Processing What You Read


I'm actually shocked lately at how much I love reading.

I have always really, really liked reading, but in the last two years
there's been a major leap in how much I get out of it. In this essay
I'm going to explain what's going on, and all the things that are in
place to make reading so rewarding to me.

I'm a scientist, and more generally I'm a scholar. This means that
ultimately what I produce are pieces of literature-- papers, books,
etc., that try to make sense of our world. About a year ago something
clicked in me and I figured out all of the major things I was
interested in. Those things are:



  • A general theory of the human mind

  • Visual and spatial human reasoning

  • Creativity

  • Atheism

  • Psychology of art, religion, urban legends, conspiracy
    theories, etc.

  • Futurism

  • How to be a productive scientist



What's been so freeing for me about having this list is that when I
read something interesting, I reflect on why I found it
interesting. It turns out that most of the time, when I find something
interesting it is relevant to one of these topics. Specifically, that
something that I read and found interesting is something that I would
like to cite someday were I ever to write a book on that topic.

What happens is I mark the interesting passage with a pen, and then
put one of those plastic flags in the book or magazine so that I can
find it again. When I'm done with the book or magazine, I bring it to
work. I go through all the flags, and update my "lit review" files.

For each of the above topics I have a text file in a Google documents folder
called "lit-reviews." I make a notation in the appropriate lit review
file. So when I want to write my book on the topic, I have a complete
list of everything I want to cite on that topic.

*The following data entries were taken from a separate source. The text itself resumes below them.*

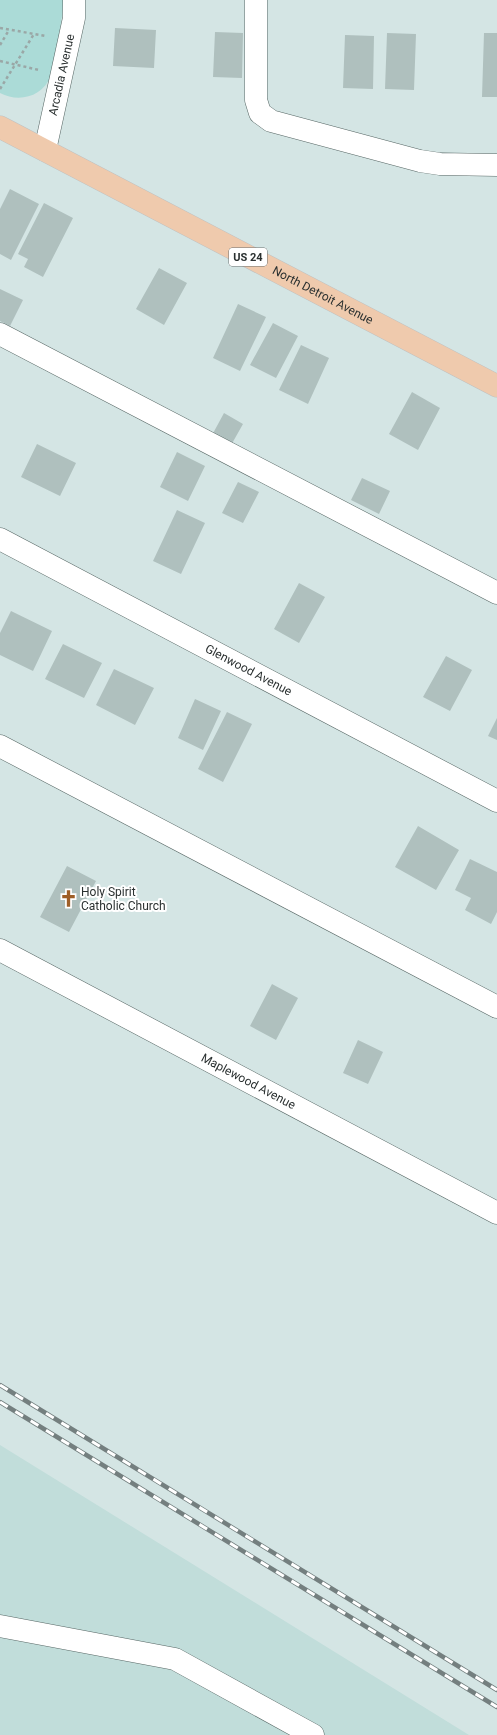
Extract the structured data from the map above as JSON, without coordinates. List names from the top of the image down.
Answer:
{
  "streets": {
    "main road": ["US 24", "North Detroit Avenue"],
    "street": ["Arcadia Avenue", "Glenwood Avenue", "Maplewood Avenue"]
  },
  "crossings": [
    ["Arcadia Avenue", "North Detroit Avenue"]
  ],
  "places": {
    "church": ["Holy Spirit Catholic Church"]
  }
}
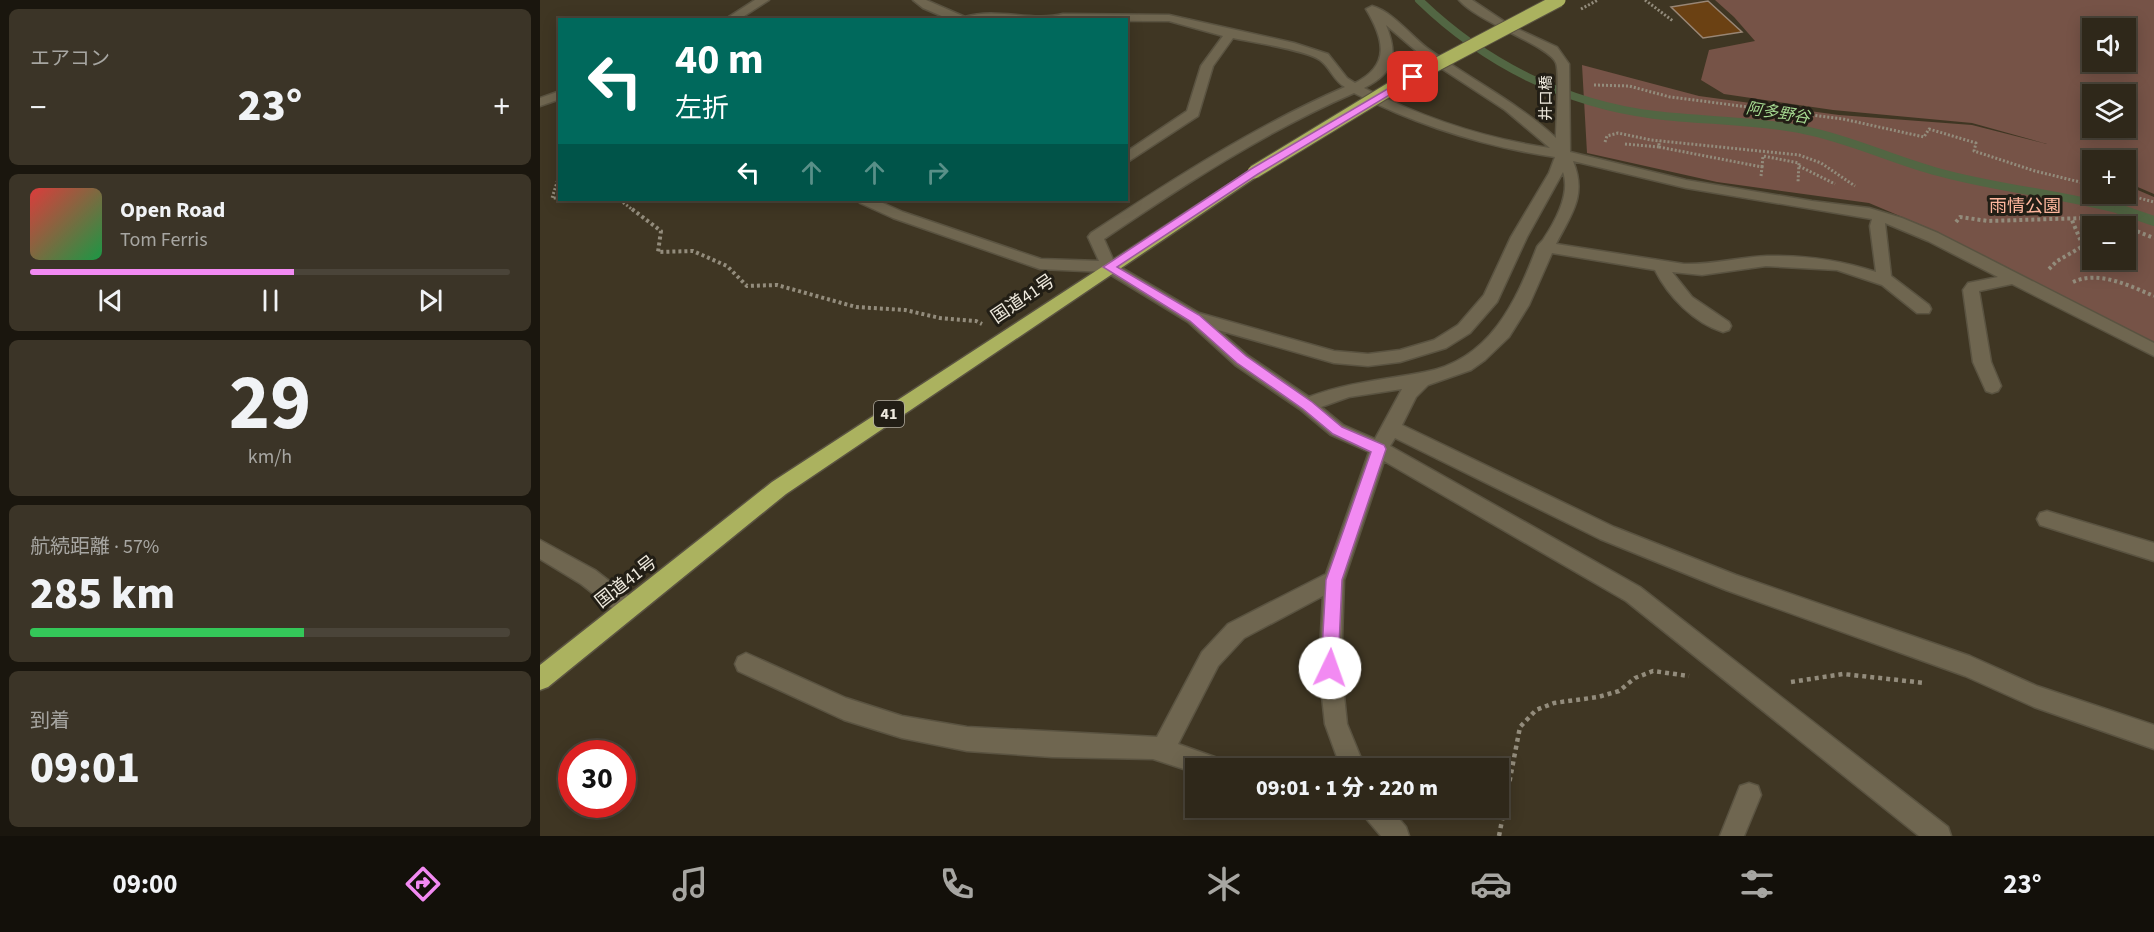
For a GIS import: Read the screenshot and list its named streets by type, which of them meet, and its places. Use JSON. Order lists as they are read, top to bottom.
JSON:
{
  "streets": {
    "highway": ["国道41号", "41"],
    "street": ["井口橋"]
  },
  "water": ["阿多野谷"],
  "parks": ["雨情公園"],
  "page": {
    "tile": [
      "エアコン",
      ["29", "km/h"],
      ["航続距離 · 57%", "285 km"],
      ["到着", "09:01"]
    ],
    "map_buttons": ["+", "−"],
    "turn": ["40 m", "左折"],
    "heat": ["−", "23°", "+"],
    "song": ["Open Road", "Tom Ferris"],
    "limit": "30",
    "trip": "09:01 · 1 分 · 220 m",
    "tabs": ["09:00", "23°"]
  }
}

Not only that, for a few of these topics, I actually have started
writing these books, and I try to incorporate the interesting part
into the book as I go.

The result is a great, great feeling of productivity and purpose. I
feel that when I read something, I don't have to worry about
forgetting what's in the book-- the important parts are already
noted. I feel that reading the book has gotten me closer to achieving
what I ultimately want to achieve as a scholar.

I also feel confident that I can find things again, even years
later. I hate saying "I read somewhere..." I want to know where I read
it. Because I'm taking notes on things in a single folder, I can
easily search this folder to find what I want. It's only failed me a
couple of times, presumably because I used different words when
searching than I used when notating.

I don't know how well these strategies will help other scholars, but I
think it's good to think about strategy once in a while. Are you
making the most of your reading?

Ironically, the part of science I dislike the most is probably reading
other people's scientific papers. I force myself to do that every day
at work, but at home I read books, about cognitive science and other
things (usually other popular science books) and a few magazines:


  • Psychology Today
  • Wired
  • Discover
  • The New Yorker
  • The Economist


I sometimes worry that citing popular magazines in a scientific book
is not kosher. It's certainly not kosher in a journal article. Anyway,
often the article is reporting on someone's scientific work, so I use
the article as a jumping-off point for finding published scientific
articles to cite.

It's very satisfying to put a book on my shelf, full of flags sticking
out, knowing that the book is read, understood, and in the pipeline
for incorporation into a future book. Perhaps the best way to
describe how I feel is that I feel more engaged with what I'm
reading. I feel very clearly the reason I'm doing it at all. When I
consider placing a flag, I force myself to think about what the
meaning is of what I'm reading, and how it relates to my theories. I
feel that if you're not doing something with what you're reading,
you're just entertaining yourself.

Sure, it takes longer to do it this way. But if you're not going to
process it and do something with it, what's the point of reading?

Pictured is a sculpture that is part of the "Walk of Ideas" in Berlin.